Add Arizona to the list of states where marijuana sales have jumped amid the coronavirus pandemic.
Local television station 3TV/CBS 5 reported this week that “around 17,000 pounds of medical marijuana was sold in the state during March,” which was “up around a ton from February’s figure, and included around 100,000 more transactions than in February.”
Even hundreds of reported cases of COVID-19 in his state, Arizona Gov. Doug Ducey, a Republican, waited until late March to issue a stay-at-home order, which is in effect until April 30. Medical marijuana dispensaries in the state have remained open during the outbreak.
Raul Molina, who works with Mint Dispensary in Tempe, Arizona, told 3TV that sales for cannabis at the outset of the pandemic were “a little bit like the toilet paper sales at your local Costco.”
“Everybody came in trying to pick up as much as they could,” Molina said. On Monday, 4/20, Molina said there was a line of customers wrapping around the store’s building. Since the start of the pandemic, Mint Dispensary’s sales have gone up 50%, according to Molina.

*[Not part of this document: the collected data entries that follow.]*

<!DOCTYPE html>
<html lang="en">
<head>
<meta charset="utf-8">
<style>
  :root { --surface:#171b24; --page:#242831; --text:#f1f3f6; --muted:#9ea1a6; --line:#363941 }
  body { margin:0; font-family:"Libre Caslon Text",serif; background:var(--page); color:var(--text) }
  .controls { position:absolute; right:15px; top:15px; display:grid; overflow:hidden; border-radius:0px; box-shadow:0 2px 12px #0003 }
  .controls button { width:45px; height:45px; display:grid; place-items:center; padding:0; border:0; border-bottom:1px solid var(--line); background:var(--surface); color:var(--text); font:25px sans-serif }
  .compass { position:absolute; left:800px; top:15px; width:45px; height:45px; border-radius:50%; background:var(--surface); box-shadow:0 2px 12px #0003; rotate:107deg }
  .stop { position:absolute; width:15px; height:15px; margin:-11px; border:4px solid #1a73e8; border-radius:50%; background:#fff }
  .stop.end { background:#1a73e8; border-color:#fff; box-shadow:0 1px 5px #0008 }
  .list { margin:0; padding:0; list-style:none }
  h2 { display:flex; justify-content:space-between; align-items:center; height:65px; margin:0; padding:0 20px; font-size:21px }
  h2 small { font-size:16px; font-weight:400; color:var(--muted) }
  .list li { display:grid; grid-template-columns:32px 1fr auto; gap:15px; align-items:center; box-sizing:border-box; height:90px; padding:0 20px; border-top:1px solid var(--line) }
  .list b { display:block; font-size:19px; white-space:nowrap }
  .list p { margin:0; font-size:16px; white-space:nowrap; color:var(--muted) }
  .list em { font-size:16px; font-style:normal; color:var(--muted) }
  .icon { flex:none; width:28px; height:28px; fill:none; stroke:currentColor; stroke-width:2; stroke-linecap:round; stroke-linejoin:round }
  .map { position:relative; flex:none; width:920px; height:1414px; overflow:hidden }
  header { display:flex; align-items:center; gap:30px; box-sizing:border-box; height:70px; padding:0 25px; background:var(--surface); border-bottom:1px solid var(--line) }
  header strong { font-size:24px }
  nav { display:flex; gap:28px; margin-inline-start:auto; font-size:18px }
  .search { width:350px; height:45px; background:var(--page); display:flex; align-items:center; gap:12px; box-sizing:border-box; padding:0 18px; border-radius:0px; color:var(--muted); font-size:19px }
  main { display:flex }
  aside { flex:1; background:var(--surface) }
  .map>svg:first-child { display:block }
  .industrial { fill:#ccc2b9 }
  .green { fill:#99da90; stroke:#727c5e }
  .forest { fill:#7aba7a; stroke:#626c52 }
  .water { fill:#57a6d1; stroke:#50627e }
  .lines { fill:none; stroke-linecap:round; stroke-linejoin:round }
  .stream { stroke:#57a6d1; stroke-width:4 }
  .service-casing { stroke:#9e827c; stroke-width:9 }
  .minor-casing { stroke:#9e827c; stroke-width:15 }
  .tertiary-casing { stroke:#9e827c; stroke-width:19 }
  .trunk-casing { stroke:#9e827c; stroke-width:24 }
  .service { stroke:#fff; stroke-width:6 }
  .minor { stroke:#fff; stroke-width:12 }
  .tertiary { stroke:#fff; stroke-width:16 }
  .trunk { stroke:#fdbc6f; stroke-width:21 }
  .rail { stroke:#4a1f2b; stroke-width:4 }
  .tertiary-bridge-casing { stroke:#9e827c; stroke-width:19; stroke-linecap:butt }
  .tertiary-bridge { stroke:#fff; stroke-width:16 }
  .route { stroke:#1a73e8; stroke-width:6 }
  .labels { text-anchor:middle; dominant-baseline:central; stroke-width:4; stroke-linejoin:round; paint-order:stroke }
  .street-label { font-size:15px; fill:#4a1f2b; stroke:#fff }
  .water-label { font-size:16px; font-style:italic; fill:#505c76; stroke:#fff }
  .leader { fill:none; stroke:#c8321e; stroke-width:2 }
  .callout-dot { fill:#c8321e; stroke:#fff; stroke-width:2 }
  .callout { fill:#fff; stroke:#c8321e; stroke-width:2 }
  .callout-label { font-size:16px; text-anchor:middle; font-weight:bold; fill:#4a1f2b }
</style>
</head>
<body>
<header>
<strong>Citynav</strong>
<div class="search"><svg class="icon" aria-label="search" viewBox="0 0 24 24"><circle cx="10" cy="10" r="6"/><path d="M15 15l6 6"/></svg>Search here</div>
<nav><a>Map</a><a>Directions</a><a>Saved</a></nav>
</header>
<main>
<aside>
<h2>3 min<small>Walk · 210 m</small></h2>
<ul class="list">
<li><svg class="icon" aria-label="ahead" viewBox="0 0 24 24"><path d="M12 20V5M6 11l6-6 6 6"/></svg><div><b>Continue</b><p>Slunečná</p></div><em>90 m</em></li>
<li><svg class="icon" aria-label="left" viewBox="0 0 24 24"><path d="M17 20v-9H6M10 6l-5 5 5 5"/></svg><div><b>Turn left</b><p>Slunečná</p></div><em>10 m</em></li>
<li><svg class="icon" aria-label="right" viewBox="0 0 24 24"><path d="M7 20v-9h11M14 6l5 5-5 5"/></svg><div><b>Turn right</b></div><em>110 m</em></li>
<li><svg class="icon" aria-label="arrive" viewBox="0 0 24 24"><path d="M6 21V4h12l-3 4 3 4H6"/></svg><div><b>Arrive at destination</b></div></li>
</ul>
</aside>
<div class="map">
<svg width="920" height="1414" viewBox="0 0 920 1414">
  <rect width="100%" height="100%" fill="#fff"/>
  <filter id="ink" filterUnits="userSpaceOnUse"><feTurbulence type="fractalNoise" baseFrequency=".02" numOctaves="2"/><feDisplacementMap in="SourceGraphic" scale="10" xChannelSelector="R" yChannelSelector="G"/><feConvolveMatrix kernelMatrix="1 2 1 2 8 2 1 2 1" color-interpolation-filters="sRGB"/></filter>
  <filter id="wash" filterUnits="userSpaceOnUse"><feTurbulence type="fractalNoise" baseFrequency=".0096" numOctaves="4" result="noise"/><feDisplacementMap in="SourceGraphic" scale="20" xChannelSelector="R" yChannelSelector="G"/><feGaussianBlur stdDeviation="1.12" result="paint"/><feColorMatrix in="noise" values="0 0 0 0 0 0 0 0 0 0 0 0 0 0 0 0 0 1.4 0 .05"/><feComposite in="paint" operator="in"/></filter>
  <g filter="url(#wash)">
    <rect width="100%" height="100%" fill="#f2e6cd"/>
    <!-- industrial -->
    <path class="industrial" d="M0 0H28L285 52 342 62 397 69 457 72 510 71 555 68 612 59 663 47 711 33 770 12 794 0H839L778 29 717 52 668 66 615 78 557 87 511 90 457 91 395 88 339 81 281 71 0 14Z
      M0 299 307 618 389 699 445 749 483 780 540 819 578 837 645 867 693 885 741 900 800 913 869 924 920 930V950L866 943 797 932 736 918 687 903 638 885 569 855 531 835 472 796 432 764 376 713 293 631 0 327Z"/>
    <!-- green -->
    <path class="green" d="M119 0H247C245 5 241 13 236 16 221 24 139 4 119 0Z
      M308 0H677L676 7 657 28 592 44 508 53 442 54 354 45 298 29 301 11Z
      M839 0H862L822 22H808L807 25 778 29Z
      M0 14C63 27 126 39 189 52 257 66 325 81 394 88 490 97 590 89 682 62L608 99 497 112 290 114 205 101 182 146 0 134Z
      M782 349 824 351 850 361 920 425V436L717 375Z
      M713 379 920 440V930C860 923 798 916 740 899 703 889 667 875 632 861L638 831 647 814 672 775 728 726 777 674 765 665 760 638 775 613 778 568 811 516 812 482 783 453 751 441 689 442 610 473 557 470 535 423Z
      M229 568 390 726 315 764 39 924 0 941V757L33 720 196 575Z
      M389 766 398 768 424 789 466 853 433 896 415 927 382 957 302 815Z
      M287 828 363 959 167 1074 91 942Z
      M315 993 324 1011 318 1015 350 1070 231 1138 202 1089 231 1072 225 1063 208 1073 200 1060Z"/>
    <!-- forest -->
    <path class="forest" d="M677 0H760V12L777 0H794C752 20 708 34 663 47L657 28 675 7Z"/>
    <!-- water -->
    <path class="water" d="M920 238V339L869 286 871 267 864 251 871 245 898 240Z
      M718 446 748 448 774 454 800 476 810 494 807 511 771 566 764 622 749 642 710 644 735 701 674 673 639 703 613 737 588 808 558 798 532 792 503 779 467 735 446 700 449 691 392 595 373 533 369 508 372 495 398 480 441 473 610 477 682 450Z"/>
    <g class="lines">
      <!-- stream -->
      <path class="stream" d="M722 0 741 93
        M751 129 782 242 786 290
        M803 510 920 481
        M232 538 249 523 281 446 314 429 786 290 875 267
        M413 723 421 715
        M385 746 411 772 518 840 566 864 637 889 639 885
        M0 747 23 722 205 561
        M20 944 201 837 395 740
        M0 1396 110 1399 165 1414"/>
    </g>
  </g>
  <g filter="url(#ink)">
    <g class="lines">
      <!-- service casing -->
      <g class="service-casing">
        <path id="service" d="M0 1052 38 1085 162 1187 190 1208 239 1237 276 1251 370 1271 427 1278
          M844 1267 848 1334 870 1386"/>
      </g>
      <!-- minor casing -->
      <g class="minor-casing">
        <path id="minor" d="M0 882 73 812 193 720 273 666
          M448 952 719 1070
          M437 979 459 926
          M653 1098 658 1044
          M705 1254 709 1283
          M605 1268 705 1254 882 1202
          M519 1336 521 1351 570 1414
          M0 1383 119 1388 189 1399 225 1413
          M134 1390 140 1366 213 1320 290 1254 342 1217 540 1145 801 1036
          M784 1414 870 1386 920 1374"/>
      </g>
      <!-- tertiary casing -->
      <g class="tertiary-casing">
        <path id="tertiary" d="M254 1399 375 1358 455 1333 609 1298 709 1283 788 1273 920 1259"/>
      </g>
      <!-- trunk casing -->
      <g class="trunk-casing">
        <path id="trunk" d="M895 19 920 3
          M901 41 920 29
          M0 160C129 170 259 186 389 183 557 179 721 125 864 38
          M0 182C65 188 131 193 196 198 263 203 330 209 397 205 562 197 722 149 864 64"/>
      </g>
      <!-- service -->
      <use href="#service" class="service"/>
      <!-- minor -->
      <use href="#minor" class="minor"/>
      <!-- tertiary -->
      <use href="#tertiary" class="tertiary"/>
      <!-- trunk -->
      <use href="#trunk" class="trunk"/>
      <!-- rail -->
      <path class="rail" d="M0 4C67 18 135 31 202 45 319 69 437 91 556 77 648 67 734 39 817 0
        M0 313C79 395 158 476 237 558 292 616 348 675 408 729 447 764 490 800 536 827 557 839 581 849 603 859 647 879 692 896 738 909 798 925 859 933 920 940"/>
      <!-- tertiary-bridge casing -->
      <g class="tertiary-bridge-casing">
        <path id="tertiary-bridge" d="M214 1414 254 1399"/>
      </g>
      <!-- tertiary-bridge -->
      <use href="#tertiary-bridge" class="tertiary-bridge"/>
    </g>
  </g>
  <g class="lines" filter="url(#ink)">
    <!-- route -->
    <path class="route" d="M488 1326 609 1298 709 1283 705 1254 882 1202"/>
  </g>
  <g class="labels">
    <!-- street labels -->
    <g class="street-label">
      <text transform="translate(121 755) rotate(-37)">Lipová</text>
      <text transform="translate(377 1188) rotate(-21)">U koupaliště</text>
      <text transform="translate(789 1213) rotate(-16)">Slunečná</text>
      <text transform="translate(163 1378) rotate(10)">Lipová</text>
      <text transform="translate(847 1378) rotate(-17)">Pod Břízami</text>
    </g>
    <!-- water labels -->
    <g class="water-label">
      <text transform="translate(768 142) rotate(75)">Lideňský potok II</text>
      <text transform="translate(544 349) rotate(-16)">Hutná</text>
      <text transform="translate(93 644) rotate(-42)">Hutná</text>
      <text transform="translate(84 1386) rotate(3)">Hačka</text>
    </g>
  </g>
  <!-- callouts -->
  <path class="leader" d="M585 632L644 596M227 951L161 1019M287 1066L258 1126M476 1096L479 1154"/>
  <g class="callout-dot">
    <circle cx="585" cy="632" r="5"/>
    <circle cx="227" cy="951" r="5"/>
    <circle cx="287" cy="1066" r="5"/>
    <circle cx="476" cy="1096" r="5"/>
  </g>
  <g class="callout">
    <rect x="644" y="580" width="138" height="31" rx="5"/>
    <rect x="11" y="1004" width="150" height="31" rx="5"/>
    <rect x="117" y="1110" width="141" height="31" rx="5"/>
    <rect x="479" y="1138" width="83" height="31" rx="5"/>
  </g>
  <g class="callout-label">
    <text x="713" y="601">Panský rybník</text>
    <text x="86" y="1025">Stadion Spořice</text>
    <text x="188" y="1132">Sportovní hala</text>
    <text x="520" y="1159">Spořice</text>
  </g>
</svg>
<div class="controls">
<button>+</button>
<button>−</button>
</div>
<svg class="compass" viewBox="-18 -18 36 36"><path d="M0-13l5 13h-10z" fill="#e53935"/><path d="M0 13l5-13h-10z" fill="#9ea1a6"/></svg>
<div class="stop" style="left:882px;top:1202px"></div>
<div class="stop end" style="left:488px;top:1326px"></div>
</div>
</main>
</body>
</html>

“A lot of different dispensaries have had a shortage of product,” Molina said. “That was something we didn’t expect. We thought that Arizona had an ample supply to the point where if there was a spike, if recreational happened or something like that, we were gonna be able to handle it.”
Cannabis industry insiders told High Times last month that the COVID-19 outbreak appeared to be a transformative event for their business. Shareef El-Sissi, the CEO of the California cannabis company Eden Enterprises, said that the outbreak represented the “first panic buying event” for cannabis retail.
“I believe cannabis retail will never be the same. Retailers have been forced to pivot towards a digital first approach and customers have quickly adjusted to the new norm,” said El-Sissi. “When the quarantining is over, I think customers will continue to use digital channels to purchase cannabis. This is more inline with the order online, pick up in store trend sweeping traditional retail as well.”